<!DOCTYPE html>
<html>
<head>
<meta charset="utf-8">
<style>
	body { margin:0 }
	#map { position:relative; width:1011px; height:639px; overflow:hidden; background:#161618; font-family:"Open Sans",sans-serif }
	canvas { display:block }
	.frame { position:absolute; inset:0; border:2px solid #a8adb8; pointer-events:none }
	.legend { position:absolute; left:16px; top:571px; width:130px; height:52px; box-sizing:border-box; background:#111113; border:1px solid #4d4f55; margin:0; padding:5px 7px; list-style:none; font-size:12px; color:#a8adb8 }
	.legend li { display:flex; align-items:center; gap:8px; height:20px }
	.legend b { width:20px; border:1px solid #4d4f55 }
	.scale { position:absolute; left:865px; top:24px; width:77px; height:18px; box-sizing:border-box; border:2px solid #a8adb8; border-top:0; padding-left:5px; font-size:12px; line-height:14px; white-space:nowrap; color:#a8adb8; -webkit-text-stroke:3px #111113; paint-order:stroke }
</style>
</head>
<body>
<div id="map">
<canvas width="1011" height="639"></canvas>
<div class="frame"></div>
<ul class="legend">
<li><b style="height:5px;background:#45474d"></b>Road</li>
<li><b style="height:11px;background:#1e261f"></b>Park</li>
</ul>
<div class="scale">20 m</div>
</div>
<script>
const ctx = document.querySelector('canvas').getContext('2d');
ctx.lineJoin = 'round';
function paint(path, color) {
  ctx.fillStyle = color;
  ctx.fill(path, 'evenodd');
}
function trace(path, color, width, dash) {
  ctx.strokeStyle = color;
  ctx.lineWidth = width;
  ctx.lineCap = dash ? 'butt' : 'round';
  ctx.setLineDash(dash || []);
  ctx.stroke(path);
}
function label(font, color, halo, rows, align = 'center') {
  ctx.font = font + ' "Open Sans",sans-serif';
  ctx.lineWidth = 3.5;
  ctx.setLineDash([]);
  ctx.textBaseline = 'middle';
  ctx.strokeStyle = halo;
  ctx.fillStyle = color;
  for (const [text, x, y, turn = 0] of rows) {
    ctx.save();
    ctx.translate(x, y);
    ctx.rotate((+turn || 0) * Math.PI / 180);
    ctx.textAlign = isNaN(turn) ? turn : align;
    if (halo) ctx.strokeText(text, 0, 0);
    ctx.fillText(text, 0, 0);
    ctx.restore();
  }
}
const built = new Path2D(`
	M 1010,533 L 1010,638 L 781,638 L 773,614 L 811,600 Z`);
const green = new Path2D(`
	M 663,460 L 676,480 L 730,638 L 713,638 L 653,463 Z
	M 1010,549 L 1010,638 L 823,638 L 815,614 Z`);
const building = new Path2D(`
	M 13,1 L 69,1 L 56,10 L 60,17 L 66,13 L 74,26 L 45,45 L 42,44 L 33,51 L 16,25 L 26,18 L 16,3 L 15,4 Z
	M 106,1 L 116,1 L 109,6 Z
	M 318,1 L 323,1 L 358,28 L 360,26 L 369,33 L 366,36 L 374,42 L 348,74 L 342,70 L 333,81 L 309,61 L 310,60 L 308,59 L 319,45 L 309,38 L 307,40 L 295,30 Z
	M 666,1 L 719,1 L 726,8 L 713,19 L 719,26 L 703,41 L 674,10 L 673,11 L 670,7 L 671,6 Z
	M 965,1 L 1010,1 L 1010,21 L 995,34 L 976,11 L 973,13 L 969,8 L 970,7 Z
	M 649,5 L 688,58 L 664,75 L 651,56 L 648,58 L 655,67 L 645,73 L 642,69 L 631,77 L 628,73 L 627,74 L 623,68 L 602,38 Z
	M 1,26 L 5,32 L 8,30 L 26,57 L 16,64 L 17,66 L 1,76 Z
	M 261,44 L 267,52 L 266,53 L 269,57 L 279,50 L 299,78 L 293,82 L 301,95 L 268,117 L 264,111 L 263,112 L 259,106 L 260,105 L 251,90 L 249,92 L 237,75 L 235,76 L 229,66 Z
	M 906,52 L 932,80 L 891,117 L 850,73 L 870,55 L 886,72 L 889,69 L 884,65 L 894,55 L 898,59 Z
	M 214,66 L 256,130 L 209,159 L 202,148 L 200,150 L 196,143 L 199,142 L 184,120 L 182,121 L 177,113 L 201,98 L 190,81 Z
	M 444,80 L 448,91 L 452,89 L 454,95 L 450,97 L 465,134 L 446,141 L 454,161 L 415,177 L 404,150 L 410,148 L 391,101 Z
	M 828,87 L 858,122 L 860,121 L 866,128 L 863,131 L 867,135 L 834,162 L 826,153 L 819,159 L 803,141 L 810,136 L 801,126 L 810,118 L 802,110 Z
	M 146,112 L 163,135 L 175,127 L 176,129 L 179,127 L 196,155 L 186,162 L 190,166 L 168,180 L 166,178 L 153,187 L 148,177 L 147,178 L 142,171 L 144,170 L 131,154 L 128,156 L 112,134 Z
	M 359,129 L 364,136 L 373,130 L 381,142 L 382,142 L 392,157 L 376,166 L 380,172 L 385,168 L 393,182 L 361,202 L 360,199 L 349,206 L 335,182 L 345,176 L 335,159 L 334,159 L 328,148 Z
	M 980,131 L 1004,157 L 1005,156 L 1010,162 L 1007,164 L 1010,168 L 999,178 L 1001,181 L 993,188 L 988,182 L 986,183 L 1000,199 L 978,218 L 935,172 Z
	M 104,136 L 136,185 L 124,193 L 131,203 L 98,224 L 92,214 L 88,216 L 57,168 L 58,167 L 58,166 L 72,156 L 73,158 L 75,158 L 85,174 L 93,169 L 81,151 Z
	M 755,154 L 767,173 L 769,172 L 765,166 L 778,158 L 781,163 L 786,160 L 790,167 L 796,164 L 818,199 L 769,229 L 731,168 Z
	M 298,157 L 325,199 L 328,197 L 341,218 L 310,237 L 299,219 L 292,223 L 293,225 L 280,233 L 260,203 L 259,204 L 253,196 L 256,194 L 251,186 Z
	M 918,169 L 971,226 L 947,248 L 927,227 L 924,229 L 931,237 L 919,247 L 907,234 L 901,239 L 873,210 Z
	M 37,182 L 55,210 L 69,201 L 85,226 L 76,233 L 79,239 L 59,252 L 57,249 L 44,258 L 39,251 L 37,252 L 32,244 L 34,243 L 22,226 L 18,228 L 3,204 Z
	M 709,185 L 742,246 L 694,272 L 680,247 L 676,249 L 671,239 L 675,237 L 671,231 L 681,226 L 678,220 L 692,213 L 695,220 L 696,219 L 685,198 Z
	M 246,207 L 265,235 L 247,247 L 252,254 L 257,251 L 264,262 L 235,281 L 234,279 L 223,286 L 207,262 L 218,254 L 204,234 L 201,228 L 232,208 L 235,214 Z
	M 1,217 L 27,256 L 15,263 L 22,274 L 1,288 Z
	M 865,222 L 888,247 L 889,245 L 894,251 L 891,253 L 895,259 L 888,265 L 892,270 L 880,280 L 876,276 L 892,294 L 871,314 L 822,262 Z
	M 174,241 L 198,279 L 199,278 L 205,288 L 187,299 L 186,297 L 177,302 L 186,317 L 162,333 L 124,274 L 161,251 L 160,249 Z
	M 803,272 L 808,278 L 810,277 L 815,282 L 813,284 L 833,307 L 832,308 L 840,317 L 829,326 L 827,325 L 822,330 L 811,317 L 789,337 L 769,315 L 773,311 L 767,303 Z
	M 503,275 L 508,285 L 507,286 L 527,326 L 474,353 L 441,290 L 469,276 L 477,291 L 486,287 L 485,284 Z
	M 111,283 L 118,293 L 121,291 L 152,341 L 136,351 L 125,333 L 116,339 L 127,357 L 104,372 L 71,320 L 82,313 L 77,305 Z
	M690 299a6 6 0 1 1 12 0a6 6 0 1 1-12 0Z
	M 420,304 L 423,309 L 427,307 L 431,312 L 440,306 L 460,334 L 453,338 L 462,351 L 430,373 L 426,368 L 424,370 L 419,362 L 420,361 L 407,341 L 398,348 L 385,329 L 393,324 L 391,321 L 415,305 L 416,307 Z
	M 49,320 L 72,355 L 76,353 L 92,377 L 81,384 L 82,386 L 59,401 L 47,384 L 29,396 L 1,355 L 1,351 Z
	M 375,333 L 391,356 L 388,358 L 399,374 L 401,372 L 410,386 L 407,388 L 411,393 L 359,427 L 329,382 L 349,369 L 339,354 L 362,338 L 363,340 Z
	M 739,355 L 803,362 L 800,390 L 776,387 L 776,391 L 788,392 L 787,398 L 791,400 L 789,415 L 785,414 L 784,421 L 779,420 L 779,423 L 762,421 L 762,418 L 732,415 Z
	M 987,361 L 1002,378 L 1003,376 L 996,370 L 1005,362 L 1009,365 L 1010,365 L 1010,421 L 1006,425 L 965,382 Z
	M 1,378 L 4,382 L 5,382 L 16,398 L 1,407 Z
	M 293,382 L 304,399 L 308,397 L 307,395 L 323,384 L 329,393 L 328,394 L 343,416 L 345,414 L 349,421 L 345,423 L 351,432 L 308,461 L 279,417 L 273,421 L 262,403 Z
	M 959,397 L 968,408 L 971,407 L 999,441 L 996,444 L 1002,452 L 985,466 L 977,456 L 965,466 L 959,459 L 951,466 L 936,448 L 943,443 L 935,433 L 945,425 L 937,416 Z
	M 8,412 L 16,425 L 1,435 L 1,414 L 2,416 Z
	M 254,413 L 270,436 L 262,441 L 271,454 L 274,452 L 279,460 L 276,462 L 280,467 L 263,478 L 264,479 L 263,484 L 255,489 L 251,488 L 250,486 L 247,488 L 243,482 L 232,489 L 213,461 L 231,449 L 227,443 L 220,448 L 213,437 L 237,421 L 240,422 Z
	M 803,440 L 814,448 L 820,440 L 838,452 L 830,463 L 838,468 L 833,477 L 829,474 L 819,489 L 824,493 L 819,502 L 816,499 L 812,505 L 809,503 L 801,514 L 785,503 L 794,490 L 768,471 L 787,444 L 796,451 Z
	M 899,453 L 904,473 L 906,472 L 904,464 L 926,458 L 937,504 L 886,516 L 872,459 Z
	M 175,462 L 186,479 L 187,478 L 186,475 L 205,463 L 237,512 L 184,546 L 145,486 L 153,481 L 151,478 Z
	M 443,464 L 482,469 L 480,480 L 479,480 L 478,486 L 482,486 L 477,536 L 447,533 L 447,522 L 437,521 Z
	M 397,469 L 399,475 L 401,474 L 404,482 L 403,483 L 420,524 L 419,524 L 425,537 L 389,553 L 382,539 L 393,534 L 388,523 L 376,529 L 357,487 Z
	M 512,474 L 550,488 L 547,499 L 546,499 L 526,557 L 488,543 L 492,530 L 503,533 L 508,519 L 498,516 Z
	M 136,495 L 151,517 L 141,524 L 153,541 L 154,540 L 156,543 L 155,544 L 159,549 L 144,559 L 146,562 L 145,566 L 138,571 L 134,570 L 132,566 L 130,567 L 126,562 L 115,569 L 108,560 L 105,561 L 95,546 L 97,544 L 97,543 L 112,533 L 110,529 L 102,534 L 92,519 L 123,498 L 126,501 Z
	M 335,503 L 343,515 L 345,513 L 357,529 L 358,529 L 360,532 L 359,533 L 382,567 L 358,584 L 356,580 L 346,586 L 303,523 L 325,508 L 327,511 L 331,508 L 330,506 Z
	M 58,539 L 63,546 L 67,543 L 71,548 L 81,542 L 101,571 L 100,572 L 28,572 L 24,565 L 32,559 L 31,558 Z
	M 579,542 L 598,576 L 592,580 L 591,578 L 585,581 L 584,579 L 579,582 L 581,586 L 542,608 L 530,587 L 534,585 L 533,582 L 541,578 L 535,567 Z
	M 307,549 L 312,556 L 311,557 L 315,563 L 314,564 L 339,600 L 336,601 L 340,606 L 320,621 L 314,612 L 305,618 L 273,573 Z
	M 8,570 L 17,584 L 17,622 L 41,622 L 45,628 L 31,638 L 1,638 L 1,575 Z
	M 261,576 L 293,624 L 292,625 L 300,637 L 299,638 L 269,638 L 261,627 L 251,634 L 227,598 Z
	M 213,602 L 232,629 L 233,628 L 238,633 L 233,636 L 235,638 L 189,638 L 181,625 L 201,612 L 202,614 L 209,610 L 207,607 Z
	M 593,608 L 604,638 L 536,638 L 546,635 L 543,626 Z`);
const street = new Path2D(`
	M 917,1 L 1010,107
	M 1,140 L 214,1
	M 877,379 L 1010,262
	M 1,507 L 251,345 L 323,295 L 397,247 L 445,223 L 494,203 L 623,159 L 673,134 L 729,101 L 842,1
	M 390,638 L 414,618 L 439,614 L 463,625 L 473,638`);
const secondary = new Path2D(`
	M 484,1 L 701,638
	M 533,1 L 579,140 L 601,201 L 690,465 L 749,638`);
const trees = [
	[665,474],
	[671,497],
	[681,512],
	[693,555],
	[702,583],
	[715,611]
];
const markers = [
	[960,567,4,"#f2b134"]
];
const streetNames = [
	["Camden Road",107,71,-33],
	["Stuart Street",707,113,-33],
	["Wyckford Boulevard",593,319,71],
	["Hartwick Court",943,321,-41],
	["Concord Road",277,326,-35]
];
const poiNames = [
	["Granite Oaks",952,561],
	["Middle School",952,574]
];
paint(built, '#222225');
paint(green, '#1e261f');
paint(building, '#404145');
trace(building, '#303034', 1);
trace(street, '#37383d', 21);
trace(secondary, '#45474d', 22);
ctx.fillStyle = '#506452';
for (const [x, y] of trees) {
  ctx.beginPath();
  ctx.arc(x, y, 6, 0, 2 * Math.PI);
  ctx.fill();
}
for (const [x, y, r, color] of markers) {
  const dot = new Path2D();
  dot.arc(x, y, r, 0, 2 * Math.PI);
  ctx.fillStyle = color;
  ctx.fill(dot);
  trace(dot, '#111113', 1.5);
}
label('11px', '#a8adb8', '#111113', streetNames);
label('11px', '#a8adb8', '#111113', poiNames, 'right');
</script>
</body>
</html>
====
What is needed. Each line from the start of the listing above through the line containing "display:flex; align-items:center; gap:8px;" must be reproduced exactly. Leave out the rest.

Answer box.
<!DOCTYPE html>
<html>
<head>
<meta charset="utf-8">
<style>
	body { margin:0 }
	#map { position:relative; width:1011px; height:639px; overflow:hidden; background:#161618; font-family:"Open Sans",sans-serif }
	canvas { display:block }
	.frame { position:absolute; inset:0; border:2px solid #a8adb8; pointer-events:none }
	.legend { position:absolute; left:16px; top:571px; width:130px; height:52px; box-sizing:border-box; background:#111113; border:1px solid #4d4f55; margin:0; padding:5px 7px; list-style:none; font-size:12px; color:#a8adb8 }
	.legend li { display:flex; align-items:center; gap:8px; height:20px }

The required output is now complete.